Task inputs:
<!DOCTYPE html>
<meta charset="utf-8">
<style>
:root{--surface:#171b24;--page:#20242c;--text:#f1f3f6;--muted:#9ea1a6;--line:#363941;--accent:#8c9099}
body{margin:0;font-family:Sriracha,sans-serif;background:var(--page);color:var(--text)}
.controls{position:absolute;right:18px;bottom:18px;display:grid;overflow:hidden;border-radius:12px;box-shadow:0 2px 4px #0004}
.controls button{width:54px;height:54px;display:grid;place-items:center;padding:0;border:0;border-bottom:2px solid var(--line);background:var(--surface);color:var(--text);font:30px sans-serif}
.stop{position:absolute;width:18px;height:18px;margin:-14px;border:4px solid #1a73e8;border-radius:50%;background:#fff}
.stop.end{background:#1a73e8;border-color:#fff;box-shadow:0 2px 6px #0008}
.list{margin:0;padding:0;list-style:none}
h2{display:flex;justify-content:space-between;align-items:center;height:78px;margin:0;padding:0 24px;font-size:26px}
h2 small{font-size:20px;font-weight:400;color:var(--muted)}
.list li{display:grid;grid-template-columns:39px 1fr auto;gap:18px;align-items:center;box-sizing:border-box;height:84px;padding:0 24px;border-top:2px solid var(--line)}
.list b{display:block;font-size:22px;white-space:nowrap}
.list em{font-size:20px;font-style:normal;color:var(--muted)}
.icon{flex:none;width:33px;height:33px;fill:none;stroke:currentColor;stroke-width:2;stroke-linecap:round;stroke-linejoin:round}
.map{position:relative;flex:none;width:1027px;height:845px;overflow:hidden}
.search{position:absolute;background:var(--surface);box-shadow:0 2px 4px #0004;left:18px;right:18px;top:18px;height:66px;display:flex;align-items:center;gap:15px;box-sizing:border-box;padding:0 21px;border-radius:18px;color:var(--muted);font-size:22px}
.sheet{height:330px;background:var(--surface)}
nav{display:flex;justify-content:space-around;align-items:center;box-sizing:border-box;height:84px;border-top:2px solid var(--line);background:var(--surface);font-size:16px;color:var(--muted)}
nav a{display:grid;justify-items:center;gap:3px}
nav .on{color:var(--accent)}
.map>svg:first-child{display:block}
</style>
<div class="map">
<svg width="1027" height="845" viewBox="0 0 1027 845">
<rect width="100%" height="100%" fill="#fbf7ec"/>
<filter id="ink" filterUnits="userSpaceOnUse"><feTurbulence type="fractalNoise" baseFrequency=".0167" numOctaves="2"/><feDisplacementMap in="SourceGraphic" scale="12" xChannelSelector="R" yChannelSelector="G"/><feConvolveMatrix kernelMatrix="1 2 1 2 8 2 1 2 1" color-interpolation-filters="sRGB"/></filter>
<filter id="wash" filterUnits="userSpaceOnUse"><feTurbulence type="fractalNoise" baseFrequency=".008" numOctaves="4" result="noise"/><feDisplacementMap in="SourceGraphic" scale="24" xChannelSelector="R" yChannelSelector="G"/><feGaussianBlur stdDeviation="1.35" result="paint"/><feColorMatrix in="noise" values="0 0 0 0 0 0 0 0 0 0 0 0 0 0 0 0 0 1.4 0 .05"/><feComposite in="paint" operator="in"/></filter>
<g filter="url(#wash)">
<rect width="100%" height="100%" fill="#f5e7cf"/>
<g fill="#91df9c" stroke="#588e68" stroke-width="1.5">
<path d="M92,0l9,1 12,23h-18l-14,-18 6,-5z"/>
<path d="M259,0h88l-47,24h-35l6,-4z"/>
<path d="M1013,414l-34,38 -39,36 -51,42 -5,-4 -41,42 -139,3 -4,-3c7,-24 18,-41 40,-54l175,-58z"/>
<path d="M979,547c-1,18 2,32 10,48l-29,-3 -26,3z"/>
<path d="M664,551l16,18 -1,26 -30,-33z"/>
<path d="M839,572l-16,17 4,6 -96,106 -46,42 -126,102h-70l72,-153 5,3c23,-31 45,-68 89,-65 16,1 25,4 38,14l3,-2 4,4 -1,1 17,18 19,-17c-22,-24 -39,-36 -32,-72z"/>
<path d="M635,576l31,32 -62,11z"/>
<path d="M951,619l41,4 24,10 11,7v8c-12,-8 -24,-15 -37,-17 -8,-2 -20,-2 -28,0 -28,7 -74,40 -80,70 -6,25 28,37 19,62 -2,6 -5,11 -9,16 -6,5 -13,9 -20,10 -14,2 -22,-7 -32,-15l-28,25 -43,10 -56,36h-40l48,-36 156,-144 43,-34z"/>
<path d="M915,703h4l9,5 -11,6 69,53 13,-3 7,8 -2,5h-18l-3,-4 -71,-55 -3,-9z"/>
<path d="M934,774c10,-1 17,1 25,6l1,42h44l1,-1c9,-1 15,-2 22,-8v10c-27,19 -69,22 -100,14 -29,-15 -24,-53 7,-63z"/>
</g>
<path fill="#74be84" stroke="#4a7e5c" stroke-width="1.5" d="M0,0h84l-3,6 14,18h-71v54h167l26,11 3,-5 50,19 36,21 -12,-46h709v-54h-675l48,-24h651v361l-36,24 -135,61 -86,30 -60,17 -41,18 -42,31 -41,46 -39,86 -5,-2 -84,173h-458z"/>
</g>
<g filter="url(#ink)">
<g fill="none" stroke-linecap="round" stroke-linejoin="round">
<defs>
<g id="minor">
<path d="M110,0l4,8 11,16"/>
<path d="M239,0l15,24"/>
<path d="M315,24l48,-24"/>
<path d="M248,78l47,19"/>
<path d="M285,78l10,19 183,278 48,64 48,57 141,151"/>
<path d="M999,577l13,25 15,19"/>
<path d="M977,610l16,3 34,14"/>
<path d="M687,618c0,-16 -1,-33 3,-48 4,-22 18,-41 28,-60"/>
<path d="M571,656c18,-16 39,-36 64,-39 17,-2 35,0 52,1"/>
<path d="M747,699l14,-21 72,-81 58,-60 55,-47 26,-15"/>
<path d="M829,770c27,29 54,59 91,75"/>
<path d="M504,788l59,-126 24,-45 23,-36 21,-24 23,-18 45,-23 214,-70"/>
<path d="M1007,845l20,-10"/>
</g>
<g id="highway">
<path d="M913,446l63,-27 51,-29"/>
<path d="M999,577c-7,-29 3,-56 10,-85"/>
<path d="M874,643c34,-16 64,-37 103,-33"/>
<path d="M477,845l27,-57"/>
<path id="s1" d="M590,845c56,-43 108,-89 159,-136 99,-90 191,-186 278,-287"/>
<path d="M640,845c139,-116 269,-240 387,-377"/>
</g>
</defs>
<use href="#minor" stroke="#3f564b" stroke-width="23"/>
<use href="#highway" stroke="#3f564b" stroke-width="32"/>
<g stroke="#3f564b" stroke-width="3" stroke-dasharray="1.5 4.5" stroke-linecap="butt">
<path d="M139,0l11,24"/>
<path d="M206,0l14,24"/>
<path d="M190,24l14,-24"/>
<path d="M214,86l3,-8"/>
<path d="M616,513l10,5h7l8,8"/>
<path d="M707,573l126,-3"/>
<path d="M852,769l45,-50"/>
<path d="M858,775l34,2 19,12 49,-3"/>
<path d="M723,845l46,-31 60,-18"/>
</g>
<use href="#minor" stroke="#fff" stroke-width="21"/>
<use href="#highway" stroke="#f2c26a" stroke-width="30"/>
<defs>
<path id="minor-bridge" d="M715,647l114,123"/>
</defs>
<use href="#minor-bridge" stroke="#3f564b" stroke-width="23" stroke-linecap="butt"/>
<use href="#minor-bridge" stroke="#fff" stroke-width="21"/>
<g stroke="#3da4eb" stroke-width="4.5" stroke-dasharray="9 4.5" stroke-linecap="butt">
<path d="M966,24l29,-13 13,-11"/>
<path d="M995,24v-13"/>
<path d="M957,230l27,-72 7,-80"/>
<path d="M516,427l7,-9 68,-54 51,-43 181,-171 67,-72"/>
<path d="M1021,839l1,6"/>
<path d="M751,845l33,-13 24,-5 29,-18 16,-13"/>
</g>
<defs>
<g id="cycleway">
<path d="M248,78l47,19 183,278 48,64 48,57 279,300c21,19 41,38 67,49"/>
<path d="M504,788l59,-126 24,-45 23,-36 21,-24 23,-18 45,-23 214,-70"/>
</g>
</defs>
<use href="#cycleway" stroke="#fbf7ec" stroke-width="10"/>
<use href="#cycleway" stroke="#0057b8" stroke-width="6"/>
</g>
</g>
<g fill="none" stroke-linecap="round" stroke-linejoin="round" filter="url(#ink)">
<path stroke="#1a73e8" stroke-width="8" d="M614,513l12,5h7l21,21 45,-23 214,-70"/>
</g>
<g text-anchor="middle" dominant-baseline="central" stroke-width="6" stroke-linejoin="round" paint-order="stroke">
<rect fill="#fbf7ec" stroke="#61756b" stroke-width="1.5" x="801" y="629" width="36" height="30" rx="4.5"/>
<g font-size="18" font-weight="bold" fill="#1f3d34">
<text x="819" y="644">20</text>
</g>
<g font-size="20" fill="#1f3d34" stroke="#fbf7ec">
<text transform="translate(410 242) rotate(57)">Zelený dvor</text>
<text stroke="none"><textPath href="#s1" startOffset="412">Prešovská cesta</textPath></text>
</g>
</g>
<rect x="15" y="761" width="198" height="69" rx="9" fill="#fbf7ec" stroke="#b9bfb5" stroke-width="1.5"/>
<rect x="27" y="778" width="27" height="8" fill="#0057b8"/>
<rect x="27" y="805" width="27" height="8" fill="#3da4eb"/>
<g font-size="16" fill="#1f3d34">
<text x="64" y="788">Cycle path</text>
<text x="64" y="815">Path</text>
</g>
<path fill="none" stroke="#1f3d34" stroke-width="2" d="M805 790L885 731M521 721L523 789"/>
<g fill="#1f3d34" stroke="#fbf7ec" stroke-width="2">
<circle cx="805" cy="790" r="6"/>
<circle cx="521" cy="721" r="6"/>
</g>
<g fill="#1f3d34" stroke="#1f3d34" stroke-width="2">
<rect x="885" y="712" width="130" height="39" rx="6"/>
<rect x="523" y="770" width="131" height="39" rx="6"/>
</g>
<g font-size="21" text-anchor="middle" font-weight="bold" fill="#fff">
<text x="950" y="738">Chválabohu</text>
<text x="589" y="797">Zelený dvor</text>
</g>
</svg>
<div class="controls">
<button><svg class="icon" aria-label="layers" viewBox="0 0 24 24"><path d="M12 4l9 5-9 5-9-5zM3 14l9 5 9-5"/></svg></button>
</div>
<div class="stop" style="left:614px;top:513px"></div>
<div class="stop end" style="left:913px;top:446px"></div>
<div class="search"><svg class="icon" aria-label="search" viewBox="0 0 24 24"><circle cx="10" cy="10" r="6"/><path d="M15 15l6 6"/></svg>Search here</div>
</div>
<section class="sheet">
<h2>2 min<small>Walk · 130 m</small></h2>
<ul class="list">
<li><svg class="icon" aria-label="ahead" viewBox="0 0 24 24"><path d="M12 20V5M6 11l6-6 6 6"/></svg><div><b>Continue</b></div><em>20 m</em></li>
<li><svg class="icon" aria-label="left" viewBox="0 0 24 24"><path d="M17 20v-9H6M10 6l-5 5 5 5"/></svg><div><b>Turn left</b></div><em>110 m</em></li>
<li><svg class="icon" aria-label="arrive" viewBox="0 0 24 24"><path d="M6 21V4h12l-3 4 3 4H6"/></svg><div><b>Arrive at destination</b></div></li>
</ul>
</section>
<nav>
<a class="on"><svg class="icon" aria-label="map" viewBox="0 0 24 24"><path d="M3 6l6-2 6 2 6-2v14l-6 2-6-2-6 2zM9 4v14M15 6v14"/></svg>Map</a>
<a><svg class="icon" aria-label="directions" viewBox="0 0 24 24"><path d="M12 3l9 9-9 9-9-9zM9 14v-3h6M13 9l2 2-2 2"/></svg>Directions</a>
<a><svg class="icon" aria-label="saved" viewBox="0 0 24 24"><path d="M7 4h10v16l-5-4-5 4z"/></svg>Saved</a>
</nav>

Brief: I need every line from the material that contains the word "circle".

Response for this exercise:
<circle cx="805" cy="790" r="6"/>
<circle cx="521" cy="721" r="6"/>
<div class="search"><svg class="icon" aria-label="search" viewBox="0 0 24 24"><circle cx="10" cy="10" r="6"/><path d="M15 15l6 6"/></svg>Search here</div>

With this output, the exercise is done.